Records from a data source
=-=-=

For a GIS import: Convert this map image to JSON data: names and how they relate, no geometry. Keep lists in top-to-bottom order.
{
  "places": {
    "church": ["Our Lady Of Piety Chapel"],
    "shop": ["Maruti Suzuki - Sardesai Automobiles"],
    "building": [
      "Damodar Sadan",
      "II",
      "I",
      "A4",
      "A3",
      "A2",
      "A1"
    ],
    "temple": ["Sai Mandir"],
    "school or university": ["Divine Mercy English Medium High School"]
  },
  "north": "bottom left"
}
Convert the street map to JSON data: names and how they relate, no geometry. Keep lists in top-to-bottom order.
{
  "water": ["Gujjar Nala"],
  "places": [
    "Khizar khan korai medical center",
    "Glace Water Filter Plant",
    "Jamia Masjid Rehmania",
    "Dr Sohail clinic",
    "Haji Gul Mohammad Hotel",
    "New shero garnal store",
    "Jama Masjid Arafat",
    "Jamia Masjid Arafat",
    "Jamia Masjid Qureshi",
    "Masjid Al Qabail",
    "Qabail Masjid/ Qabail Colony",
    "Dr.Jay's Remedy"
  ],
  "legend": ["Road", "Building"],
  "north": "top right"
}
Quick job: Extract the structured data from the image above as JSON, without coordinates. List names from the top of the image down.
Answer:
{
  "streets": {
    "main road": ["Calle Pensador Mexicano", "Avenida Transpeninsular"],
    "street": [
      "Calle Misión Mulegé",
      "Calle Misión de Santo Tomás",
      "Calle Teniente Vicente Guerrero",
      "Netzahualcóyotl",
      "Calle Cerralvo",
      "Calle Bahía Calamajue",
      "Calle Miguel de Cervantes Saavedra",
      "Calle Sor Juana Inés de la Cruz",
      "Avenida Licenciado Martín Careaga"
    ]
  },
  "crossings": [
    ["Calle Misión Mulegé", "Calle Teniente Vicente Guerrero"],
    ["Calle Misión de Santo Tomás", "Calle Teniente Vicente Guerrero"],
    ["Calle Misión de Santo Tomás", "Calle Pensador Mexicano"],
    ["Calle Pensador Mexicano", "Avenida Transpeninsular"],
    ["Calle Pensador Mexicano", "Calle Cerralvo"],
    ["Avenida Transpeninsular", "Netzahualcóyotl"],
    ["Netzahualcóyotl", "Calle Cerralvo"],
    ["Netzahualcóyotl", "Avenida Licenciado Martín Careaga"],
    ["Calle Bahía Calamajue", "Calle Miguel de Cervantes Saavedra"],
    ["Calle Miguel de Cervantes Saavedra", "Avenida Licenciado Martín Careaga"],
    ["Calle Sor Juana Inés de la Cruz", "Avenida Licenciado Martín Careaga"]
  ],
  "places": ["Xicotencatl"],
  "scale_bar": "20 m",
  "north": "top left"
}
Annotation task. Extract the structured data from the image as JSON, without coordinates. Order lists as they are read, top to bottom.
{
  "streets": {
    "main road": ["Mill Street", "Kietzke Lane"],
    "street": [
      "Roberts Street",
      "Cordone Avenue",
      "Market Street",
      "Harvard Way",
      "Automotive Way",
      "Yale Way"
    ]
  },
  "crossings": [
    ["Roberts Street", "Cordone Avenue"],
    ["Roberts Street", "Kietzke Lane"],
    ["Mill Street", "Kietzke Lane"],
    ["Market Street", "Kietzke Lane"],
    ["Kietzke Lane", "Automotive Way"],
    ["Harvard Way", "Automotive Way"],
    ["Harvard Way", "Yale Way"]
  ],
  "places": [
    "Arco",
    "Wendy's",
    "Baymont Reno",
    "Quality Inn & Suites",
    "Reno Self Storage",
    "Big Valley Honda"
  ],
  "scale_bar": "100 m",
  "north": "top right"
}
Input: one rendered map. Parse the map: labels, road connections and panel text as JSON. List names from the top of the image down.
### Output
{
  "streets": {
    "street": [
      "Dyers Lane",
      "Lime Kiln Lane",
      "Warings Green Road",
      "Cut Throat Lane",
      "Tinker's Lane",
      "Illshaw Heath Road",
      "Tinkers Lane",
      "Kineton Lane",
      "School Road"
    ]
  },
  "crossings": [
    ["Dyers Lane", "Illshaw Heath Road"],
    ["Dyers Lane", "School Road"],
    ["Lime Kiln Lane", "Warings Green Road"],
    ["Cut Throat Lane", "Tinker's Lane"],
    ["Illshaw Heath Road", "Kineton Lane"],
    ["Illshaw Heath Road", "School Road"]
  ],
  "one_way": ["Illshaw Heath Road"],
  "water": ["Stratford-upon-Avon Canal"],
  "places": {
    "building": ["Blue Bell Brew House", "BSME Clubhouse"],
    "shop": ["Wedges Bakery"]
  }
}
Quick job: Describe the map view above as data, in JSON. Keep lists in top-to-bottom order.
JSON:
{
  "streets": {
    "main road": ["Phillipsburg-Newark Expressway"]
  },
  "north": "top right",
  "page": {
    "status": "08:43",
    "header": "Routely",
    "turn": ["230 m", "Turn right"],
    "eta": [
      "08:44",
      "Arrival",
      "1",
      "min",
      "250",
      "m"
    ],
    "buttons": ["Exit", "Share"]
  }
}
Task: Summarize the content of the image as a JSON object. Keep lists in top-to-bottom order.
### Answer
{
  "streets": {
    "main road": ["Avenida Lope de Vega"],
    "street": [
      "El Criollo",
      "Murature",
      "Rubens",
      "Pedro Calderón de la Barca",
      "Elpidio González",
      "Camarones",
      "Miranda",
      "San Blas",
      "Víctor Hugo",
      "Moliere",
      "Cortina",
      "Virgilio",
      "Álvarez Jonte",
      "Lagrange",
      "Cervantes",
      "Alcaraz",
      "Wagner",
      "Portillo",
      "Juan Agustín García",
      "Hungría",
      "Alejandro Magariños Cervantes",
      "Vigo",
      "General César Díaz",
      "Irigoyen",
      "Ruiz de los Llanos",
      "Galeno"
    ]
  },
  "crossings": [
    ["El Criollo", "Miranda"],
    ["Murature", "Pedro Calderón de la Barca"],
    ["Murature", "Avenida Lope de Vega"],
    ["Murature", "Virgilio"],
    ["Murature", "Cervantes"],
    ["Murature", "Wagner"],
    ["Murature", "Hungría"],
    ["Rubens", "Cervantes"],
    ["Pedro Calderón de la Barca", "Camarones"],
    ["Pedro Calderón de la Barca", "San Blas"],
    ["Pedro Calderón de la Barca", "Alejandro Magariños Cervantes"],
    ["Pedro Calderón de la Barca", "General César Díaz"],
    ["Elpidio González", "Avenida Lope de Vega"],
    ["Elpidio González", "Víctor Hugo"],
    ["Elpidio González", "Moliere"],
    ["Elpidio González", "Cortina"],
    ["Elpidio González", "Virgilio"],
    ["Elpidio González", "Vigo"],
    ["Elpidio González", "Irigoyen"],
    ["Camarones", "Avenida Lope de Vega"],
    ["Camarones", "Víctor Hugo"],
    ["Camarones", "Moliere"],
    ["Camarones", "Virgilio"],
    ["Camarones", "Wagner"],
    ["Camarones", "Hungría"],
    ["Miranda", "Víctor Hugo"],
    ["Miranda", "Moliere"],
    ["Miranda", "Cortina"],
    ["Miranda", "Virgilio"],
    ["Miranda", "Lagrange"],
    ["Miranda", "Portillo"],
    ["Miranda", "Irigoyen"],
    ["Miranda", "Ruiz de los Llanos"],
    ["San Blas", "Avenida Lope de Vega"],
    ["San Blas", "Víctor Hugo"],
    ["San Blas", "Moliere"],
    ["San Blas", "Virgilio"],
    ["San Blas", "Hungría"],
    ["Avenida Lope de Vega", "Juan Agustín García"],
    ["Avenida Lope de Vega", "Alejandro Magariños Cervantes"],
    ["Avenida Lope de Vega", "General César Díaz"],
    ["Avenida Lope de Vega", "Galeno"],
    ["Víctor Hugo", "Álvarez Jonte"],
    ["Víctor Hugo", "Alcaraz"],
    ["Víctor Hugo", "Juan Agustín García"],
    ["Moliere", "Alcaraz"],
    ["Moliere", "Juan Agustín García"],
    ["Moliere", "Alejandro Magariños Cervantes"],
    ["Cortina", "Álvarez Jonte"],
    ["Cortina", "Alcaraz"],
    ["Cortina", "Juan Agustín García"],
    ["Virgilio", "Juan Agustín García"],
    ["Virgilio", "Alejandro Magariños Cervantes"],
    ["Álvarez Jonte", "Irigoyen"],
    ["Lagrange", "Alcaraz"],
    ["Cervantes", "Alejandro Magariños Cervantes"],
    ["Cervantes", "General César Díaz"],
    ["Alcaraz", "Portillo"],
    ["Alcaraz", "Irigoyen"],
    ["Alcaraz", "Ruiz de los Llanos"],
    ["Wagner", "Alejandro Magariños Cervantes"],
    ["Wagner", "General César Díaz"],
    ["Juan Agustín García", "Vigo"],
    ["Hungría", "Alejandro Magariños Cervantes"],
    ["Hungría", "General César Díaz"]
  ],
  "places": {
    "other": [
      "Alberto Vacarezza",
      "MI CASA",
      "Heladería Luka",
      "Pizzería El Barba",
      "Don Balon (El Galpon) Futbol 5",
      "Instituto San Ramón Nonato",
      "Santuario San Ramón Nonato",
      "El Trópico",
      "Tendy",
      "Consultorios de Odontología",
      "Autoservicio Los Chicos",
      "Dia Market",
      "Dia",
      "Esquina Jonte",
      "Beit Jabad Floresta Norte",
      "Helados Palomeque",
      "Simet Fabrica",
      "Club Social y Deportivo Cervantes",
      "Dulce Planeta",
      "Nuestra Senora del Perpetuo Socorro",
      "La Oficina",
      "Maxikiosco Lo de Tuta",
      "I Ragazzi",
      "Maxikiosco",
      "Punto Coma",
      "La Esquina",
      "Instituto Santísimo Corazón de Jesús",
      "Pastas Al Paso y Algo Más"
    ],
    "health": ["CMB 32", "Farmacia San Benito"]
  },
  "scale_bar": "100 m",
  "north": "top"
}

=-=-=

Try it:
Every line of the data that holds "Díaz" should be counted, and only the total given.

Output below:
6